MATERIAL SHOWN
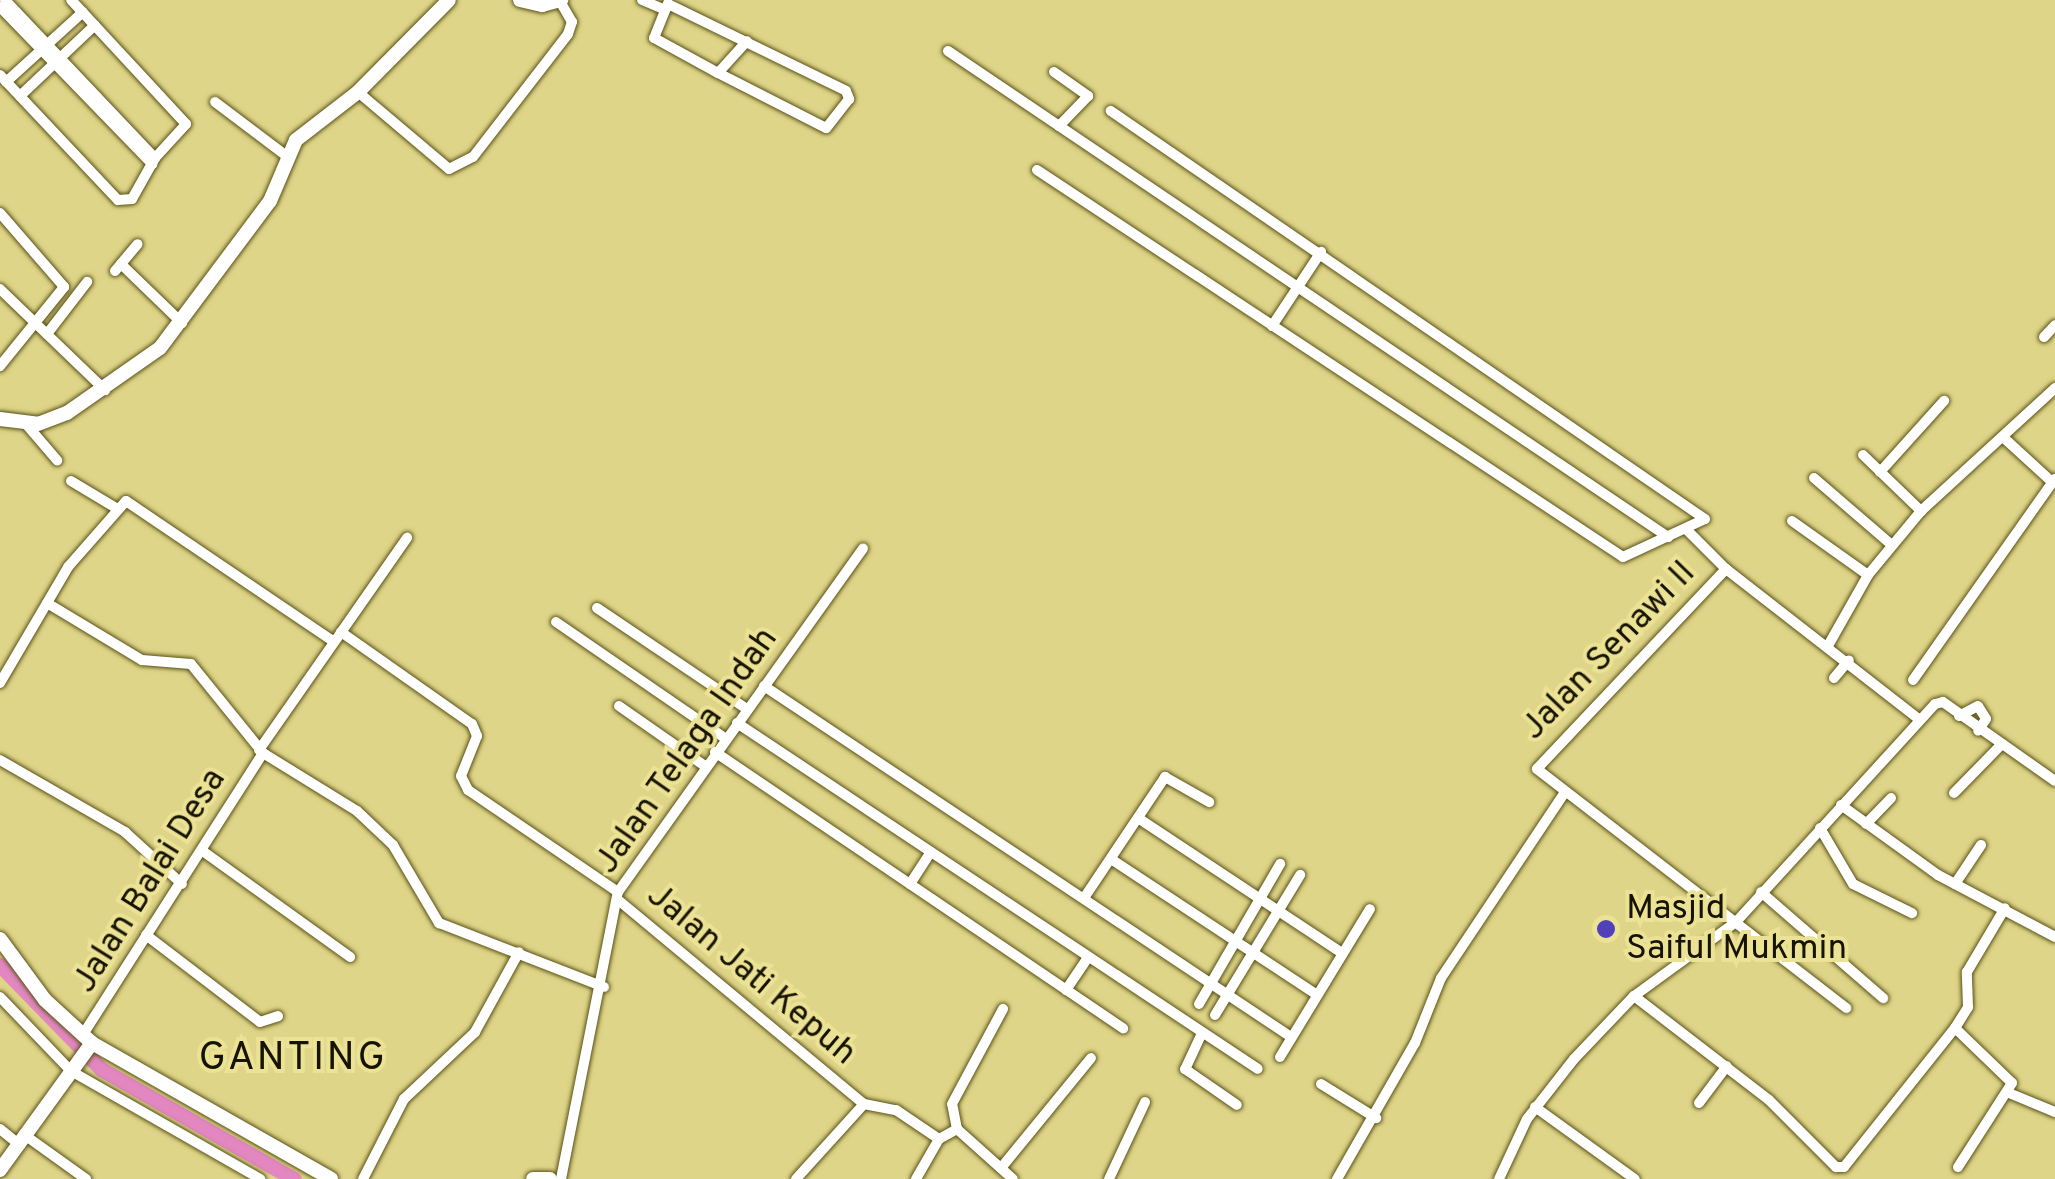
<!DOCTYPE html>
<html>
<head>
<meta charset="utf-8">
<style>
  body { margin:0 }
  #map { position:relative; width:2055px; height:1179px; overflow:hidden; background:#dfd588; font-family:Overpass,sans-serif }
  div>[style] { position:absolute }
  .river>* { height:15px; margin:-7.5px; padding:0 7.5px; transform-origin:7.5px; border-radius:7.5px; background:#e387c1 }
  .roads { filter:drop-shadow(0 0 2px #595217) drop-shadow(0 0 2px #595217) }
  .street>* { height:10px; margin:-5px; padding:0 5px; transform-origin:5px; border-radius:5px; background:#fff }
  .secondary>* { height:14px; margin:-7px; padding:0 7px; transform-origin:7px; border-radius:7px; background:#fff }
  .dots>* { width:28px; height:28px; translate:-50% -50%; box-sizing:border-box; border:5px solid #ece295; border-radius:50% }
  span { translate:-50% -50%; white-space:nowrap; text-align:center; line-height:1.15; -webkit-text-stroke:8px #ece295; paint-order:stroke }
  .street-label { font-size:35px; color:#161300 }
  .poi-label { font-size:35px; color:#161300 }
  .left { translate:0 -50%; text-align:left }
  .quarter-label { font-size:40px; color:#161300; letter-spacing:2.5px }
</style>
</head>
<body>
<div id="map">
  <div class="river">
    <i style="left:0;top:965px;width:145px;rotate:45.8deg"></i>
    <i style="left:101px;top:1069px;width:222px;rotate:29.7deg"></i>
  </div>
  <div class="roads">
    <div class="street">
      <i style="left:5px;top:0;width:218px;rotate:46.5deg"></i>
      <i style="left:642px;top:0;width:25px;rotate:23deg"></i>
      <i style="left:668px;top:4px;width:198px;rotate:26deg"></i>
      <i style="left:846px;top:91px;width:9px;rotate:69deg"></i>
      <i style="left:849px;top:99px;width:37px;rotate:128deg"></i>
      <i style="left:826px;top:128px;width:121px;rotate:-153deg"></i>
      <i style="left:718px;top:73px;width:73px;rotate:-151.3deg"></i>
      <i style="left:654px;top:38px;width:37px;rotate:-68deg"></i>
      <i style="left:0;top:7px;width:219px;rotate:45.9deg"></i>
      <i style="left:948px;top:51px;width:869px;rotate:34.02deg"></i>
      <i style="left:1054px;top:72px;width:42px;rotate:35.2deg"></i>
      <i style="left:1088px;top:96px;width:42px;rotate:134deg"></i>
      <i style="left:718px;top:73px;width:43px;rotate:-47.8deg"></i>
      <i style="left:0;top:75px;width:172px;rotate:46.7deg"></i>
      <i style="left:118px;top:200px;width:14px;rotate:-4deg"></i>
      <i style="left:132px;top:199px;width:47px;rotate:-60.7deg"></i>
      <i style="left:155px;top:158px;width:46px;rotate:-47.6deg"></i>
      <i style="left:186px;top:124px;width:169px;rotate:-132.8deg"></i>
      <i style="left:6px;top:82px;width:104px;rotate:-42.3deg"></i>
      <i style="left:358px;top:92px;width:119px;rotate:40.2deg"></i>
      <i style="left:449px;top:169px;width:27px;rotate:-27deg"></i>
      <i style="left:473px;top:157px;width:155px;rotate:-52.3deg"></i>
      <i style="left:568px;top:34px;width:13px;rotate:-72deg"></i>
      <i style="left:572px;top:22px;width:24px;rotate:-120deg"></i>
      <i style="left:20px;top:96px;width:103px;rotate:-43.4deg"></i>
      <i style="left:215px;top:102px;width:88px;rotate:37.1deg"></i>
      <i style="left:1037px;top:170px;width:702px;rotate:33.44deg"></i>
      <i style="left:1623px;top:557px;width:90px;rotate:-24.9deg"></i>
      <i style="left:1705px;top:519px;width:721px;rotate:-145.52deg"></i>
      <i style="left:0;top:213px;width:98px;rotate:49.1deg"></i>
      <i style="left:64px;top:287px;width:102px;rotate:129deg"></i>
      <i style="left:121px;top:264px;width:85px;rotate:44deg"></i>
      <i style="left:115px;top:271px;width:35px;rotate:-50deg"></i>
      <i style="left:0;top:289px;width:146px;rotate:43.9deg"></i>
      <i style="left:1272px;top:326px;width:89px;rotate:-56.5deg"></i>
      <i style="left:47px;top:334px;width:66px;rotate:-52.4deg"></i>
      <i style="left:2044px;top:337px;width:16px;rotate:-47deg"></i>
      <i style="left:26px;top:424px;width:48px;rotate:49.3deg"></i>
      <i style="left:2004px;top:438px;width:65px;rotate:42.5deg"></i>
      <i style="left:1863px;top:455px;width:81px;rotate:44deg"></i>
      <i style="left:1880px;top:472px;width:96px;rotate:-48deg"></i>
      <i style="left:1814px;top:478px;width:103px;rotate:40.7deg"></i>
      <i style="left:71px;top:481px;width:52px;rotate:31deg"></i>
      <i style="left:1792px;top:521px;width:93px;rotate:35.4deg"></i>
      <i style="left:1687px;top:530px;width:55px;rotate:45deg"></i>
      <i style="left:1726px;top:569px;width:244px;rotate:37.9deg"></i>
      <i style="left:1726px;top:569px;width:275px;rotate:133.4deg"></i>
      <i style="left:1537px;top:769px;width:391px;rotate:37.7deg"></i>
      <i style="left:47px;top:603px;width:111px;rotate:31deg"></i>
      <i style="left:142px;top:660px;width:49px;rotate:4.7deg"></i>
      <i style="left:191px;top:664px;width:114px;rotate:51deg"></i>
      <i style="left:263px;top:753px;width:110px;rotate:31.7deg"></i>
      <i style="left:357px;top:811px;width:50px;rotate:43.4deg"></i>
      <i style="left:393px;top:845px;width:91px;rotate:59.5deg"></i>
      <i style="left:439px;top:923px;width:177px;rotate:21.2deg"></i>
      <i style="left:597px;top:608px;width:181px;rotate:34deg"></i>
      <i style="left:556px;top:622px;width:205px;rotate:34.5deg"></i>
      <i style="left:341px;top:632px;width:160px;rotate:35.1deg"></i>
      <i style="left:472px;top:724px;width:13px;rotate:67deg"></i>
      <i style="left:477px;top:736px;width:43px;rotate:111.8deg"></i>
      <i style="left:461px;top:776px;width:16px;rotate:63deg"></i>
      <i style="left:468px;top:790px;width:181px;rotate:34.2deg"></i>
      <i style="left:1829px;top:644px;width:79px;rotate:-60.5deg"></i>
      <i style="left:1868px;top:575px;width:83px;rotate:-50.4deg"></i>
      <i style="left:1921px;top:511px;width:182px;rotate:-42.5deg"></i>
      <i style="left:1834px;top:678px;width:23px;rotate:-50deg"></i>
      <i style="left:1913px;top:680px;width:246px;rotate:-54.8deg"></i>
      <i style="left:0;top:683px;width:134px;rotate:-59.6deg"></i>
      <i style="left:68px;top:567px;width:88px;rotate:-48.7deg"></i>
      <i style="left:126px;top:501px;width:250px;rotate:34.1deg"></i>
      <i style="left:764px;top:686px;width:633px;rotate:33.66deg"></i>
      <i style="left:619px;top:706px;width:105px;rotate:34.9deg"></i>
      <i style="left:1959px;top:716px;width:21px;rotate:-28deg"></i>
      <i style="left:1978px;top:706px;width:15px;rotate:58deg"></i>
      <i style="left:1986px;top:719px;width:14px;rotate:124deg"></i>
      <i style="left:737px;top:723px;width:625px;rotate:33.59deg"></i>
      <i style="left:259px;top:750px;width:259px;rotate:-55.1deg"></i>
      <i style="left:715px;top:752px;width:493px;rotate:34.1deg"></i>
      <i style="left:0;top:760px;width:144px;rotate:29.9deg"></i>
      <i style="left:125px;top:832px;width:77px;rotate:42.4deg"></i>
      <i style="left:1954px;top:793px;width:66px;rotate:-45.6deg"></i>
      <i style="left:1841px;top:805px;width:120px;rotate:35.8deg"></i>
      <i style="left:1938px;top:875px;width:132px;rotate:27.9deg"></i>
      <i style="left:1138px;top:818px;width:245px;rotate:33.5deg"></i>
      <i style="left:1866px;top:824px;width:36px;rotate:-46deg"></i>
      <i style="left:1820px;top:828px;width:65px;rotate:59.5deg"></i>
      <i style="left:1853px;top:884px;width:66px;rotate:26.2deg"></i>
      <i style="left:204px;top:852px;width:180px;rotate:35.7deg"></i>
      <i style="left:1111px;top:859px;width:245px;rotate:33.4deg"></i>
      <i style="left:910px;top:884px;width:38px;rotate:-57deg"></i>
      <i style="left:1955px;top:884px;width:47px;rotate:-56.3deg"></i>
      <i style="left:1761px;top:892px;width:162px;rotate:41deg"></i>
      <i style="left:1084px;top:898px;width:146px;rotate:-56.2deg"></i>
      <i style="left:1165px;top:777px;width:51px;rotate:29.6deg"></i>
      <i style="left:617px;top:899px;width:321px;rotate:39.7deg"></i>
      <i style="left:146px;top:935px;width:143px;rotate:37.3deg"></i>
      <i style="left:260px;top:1022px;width:19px;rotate:-18deg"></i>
      <i style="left:1066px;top:990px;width:40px;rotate:-56deg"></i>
      <i style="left:1634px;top:996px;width:170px;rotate:37.6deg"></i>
      <i style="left:1769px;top:1100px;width:95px;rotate:45deg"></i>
      <i style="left:1836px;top:1167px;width:8px"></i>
      <i style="left:1844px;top:1167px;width:178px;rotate:-51.4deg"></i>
      <i style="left:1955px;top:1028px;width:25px;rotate:-58deg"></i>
      <i style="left:1968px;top:1007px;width:35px;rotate:-92deg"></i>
      <i style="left:1967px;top:972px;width:74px;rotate:-59.3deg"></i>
      <i style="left:0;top:997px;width:103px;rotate:46.2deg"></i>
      <i style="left:71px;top:1071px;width:218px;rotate:29.7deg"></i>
      <i style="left:1199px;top:1004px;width:162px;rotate:-59.9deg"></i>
      <i style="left:1215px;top:1015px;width:164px;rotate:-58.7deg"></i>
      <i style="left:1955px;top:1028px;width:79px;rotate:44deg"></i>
      <i style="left:2012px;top:1083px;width:100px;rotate:122.7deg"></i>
      <i style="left:1202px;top:1033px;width:40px;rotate:115deg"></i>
      <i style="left:1185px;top:1069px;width:63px;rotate:34.7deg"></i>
      <i style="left:82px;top:1036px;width:336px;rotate:-57.4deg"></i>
      <i style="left:1280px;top:1057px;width:173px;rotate:-58.7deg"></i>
      <i style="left:1321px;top:1084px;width:65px;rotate:31.7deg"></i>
      <i style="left:2009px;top:1093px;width:50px;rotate:22.4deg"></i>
      <i style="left:1699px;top:1103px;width:46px;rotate:-52.9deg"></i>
      <i style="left:864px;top:1104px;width:33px;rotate:11deg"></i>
      <i style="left:896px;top:1110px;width:52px;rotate:34deg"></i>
      <i style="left:1535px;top:1107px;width:123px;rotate:35.8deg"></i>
      <i style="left:0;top:1129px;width:26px;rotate:39deg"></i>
      <i style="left:957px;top:1129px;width:25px;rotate:-101deg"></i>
      <i style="left:952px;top:1104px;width:108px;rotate:-61.8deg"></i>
      <i style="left:26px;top:1136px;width:74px;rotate:35.6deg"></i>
      <i style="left:1001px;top:1168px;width:142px;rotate:-50.7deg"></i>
      <i style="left:363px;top:1179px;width:90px;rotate:-62.9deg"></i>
      <i style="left:404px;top:1099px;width:98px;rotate:-43.3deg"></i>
      <i style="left:475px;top:1032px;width:91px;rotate:-61.2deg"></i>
      <i style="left:561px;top:1179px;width:293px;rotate:-78.8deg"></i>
      <i style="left:618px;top:892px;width:422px;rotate:-54.5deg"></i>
      <i style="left:796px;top:1179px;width:101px;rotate:-47.8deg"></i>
      <i style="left:916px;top:1179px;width:46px;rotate:-60.1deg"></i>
      <i style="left:939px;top:1139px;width:21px;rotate:-29deg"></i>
      <i style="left:957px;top:1129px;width:75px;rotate:41.8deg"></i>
      <i style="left:1109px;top:1179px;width:85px;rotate:-64.9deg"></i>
      <i style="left:1337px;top:1179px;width:157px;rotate:-60.2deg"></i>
      <i style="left:1415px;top:1043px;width:70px;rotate:-68.2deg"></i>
      <i style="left:1441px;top:978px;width:224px;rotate:-56.3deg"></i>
      <i style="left:1499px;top:1179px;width:66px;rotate:-65deg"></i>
      <i style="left:1527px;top:1119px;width:76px;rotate:-51.9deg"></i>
      <i style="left:1574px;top:1059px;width:87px;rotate:-46.4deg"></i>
      <i style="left:1634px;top:996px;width:126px;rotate:-36deg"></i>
      <i style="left:1736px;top:922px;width:295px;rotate:-47.6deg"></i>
      <i style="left:1935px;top:704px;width:8px;rotate:-14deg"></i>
      <i style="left:1943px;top:702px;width:137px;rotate:35.2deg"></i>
    </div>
    <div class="secondary">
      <i style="left:520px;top:0;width:23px;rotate:13deg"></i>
      <i style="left:542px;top:5px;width:20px;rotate:-15deg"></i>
      <i style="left:0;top:419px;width:38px;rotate:7deg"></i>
      <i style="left:38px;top:424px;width:31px;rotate:-21deg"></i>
      <i style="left:67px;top:413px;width:113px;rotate:-35deg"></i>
      <i style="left:160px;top:348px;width:184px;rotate:-53.2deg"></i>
      <i style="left:270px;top:201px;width:66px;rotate:-66.9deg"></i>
      <i style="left:296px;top:140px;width:78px;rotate:-37.7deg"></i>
      <i style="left:358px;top:92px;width:129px;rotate:-45.3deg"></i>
      <i style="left:0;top:939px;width:76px;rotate:53.6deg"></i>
      <i style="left:45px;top:1000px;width:64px;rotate:42.5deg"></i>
      <i style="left:92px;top:1043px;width:275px;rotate:29.6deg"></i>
      <i style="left:0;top:1170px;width:157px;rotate:-54.1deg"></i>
      <i style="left:533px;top:1179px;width:17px"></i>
    </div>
  </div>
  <div class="dots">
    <i style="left:1606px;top:929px;background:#4f41b8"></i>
  </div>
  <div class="street-label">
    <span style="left:1609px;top:651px;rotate:-46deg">Jalan Senawi II</span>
    <span style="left:687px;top:751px;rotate:-55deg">Jalan Telaga Indah</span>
    <span style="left:150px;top:881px;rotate:-58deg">Jalan Balai Desa</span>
    <span style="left:751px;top:975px;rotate:40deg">Jalan Jati Kepuh</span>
  </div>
  <div class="poi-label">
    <span class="left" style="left:1626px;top:929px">Masjid<br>Saiful Mukmin</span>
  </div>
  <div class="quarter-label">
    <span style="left:293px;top:1059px">GANTING</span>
  </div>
</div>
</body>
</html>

PROMPT
Exactly as written, restate the lines above from the opening line through the one holding "filter:drop-shadow(0 0 2px", omitting the pictures.

TASK RESPONSE
<!DOCTYPE html>
<html>
<head>
<meta charset="utf-8">
<style>
  body { margin:0 }
  #map { position:relative; width:2055px; height:1179px; overflow:hidden; background:#dfd588; font-family:Overpass,sans-serif }
  div>[style] { position:absolute }
  .river>* { height:15px; margin:-7.5px; padding:0 7.5px; transform-origin:7.5px; border-radius:7.5px; background:#e387c1 }
  .roads { filter:drop-shadow(0 0 2px #595217) drop-shadow(0 0 2px #595217) }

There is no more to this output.